ABOUT THIS EXERCISE
The line that contains "position:absolute; height:42px; border-radius:21px;" marks the end: retype the data below exactly from its first line through that line.

Start of RECORDS PROVIDED

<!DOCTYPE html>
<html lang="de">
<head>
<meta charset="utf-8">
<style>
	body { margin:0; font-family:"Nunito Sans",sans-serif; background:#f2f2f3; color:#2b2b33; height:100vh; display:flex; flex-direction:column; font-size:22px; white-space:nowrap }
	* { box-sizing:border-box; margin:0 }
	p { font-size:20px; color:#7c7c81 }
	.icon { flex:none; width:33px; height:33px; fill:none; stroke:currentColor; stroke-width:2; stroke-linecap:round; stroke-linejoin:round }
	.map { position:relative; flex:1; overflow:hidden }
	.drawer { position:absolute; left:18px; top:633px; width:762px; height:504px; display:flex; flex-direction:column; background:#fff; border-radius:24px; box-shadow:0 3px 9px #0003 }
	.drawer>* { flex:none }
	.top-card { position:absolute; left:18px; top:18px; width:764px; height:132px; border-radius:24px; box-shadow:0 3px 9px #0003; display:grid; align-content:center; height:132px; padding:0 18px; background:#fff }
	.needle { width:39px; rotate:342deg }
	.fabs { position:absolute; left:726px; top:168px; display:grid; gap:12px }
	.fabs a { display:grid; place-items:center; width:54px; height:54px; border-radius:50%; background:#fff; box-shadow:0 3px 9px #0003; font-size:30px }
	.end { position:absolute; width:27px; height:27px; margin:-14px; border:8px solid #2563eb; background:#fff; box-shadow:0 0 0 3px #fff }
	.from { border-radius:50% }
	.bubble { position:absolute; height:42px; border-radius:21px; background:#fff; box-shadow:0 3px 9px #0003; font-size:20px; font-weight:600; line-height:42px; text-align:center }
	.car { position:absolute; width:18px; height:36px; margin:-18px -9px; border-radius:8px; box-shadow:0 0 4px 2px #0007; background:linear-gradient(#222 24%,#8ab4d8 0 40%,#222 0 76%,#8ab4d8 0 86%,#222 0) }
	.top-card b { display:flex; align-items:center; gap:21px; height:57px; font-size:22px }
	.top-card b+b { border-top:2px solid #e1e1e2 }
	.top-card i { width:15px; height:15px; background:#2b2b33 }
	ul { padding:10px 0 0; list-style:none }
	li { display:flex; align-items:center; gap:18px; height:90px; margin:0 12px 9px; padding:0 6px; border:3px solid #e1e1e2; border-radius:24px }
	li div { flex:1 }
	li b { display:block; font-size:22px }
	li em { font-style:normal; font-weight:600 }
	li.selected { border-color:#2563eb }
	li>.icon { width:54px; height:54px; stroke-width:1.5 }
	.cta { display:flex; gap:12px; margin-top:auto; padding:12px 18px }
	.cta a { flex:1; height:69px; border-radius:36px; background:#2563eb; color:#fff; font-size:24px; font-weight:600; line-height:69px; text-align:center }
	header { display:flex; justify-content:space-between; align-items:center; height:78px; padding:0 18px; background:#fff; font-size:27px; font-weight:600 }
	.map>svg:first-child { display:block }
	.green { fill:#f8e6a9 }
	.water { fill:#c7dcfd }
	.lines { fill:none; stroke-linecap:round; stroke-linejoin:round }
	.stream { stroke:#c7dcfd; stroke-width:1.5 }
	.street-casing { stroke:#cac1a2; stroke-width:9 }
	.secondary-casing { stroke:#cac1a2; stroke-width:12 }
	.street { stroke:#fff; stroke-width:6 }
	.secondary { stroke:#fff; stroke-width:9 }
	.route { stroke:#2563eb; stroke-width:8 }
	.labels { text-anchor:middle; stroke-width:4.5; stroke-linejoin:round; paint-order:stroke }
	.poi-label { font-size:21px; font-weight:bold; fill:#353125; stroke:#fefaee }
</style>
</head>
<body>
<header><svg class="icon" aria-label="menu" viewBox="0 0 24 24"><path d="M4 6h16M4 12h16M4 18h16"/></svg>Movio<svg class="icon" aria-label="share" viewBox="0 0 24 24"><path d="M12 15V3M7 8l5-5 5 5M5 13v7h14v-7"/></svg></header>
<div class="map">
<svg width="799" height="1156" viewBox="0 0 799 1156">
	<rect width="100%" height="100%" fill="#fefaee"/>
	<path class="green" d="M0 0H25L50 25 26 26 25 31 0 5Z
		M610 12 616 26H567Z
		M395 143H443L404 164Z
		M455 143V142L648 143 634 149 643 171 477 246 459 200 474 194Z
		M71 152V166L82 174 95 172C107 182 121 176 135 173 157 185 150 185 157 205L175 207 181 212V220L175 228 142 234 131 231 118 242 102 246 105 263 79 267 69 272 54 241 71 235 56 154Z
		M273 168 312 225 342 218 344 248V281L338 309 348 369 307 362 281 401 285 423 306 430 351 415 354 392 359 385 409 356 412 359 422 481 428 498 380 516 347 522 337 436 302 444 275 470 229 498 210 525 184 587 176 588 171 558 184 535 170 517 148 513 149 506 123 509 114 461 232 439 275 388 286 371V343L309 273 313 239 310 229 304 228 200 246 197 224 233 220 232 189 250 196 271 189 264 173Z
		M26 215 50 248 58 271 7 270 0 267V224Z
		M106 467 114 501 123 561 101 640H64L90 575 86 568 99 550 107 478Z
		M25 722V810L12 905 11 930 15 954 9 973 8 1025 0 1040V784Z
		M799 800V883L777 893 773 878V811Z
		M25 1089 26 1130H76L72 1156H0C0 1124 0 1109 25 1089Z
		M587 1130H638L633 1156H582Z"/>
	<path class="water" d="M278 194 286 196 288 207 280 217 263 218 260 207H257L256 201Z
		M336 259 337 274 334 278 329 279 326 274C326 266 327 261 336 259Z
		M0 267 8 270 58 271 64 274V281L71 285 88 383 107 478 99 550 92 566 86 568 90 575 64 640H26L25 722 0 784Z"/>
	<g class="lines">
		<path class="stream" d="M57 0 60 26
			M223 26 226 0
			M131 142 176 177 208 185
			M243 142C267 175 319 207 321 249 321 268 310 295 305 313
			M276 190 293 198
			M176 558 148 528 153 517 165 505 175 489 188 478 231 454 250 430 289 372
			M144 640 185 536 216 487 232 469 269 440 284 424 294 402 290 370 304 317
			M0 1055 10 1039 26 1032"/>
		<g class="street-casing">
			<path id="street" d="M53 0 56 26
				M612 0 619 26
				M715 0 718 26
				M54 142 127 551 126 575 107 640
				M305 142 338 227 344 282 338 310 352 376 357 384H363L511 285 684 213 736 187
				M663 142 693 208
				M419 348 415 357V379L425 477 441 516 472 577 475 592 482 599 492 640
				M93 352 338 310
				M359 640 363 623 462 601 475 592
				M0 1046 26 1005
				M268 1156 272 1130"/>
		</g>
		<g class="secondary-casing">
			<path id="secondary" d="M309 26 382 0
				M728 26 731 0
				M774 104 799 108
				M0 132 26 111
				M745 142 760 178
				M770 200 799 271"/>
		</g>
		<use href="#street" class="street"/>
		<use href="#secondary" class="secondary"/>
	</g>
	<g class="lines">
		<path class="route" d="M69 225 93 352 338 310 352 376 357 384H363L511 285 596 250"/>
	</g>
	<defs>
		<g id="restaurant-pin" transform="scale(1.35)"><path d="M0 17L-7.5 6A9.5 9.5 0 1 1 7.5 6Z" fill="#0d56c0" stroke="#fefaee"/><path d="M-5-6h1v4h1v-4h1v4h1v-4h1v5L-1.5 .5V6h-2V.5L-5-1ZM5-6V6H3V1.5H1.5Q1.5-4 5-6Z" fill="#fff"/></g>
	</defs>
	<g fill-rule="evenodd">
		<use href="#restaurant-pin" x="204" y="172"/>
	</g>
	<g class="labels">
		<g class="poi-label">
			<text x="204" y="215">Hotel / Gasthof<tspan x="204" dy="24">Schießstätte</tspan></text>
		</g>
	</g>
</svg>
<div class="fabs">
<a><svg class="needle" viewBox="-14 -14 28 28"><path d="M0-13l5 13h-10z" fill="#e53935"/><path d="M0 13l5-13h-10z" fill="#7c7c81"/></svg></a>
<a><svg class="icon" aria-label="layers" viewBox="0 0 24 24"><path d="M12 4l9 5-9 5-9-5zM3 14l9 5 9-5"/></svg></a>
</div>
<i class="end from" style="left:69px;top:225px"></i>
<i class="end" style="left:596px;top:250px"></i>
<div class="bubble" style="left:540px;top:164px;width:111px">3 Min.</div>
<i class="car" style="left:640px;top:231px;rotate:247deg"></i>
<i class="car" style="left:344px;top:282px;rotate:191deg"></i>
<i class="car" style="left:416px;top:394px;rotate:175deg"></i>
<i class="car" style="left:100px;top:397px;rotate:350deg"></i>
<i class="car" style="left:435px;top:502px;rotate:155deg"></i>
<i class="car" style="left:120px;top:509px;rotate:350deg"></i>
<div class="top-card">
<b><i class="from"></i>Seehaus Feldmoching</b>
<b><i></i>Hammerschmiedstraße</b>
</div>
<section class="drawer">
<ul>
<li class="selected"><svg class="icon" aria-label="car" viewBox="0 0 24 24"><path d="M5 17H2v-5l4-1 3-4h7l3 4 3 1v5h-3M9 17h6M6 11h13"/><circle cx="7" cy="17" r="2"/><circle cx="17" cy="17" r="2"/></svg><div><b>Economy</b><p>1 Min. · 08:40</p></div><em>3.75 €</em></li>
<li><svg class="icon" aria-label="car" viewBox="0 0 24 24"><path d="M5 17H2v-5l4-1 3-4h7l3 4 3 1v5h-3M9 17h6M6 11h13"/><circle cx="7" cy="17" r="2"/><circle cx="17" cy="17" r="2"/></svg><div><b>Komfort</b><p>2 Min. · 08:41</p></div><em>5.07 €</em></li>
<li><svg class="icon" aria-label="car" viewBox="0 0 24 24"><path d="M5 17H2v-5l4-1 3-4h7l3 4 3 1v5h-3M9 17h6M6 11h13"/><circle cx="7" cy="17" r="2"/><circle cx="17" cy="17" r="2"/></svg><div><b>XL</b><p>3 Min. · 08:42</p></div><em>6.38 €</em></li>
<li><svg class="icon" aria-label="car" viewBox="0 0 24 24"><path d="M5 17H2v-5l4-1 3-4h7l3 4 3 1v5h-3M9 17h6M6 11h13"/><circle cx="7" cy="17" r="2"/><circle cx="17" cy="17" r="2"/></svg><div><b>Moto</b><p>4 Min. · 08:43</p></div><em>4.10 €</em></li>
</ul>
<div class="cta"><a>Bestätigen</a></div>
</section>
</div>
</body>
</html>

End of RECORDS PROVIDED

EXERCISE ANSWER
<!DOCTYPE html>
<html lang="de">
<head>
<meta charset="utf-8">
<style>
	body { margin:0; font-family:"Nunito Sans",sans-serif; background:#f2f2f3; color:#2b2b33; height:100vh; display:flex; flex-direction:column; font-size:22px; white-space:nowrap }
	* { box-sizing:border-box; margin:0 }
	p { font-size:20px; color:#7c7c81 }
	.icon { flex:none; width:33px; height:33px; fill:none; stroke:currentColor; stroke-width:2; stroke-linecap:round; stroke-linejoin:round }
	.map { position:relative; flex:1; overflow:hidden }
	.drawer { position:absolute; left:18px; top:633px; width:762px; height:504px; display:flex; flex-direction:column; background:#fff; border-radius:24px; box-shadow:0 3px 9px #0003 }
	.drawer>* { flex:none }
	.top-card { position:absolute; left:18px; top:18px; width:764px; height:132px; border-radius:24px; box-shadow:0 3px 9px #0003; display:grid; align-content:center; height:132px; padding:0 18px; background:#fff }
	.needle { width:39px; rotate:342deg }
	.fabs { position:absolute; left:726px; top:168px; display:grid; gap:12px }
	.fabs a { display:grid; place-items:center; width:54px; height:54px; border-radius:50%; background:#fff; box-shadow:0 3px 9px #0003; font-size:30px }
	.end { position:absolute; width:27px; height:27px; margin:-14px; border:8px solid #2563eb; background:#fff; box-shadow:0 0 0 3px #fff }
	.from { border-radius:50% }
	.bubble { position:absolute; height:42px; border-radius:21px; background:#fff; box-shadow:0 3px 9px #0003; font-size:20px; font-weight:600; line-height:42px; text-align:center }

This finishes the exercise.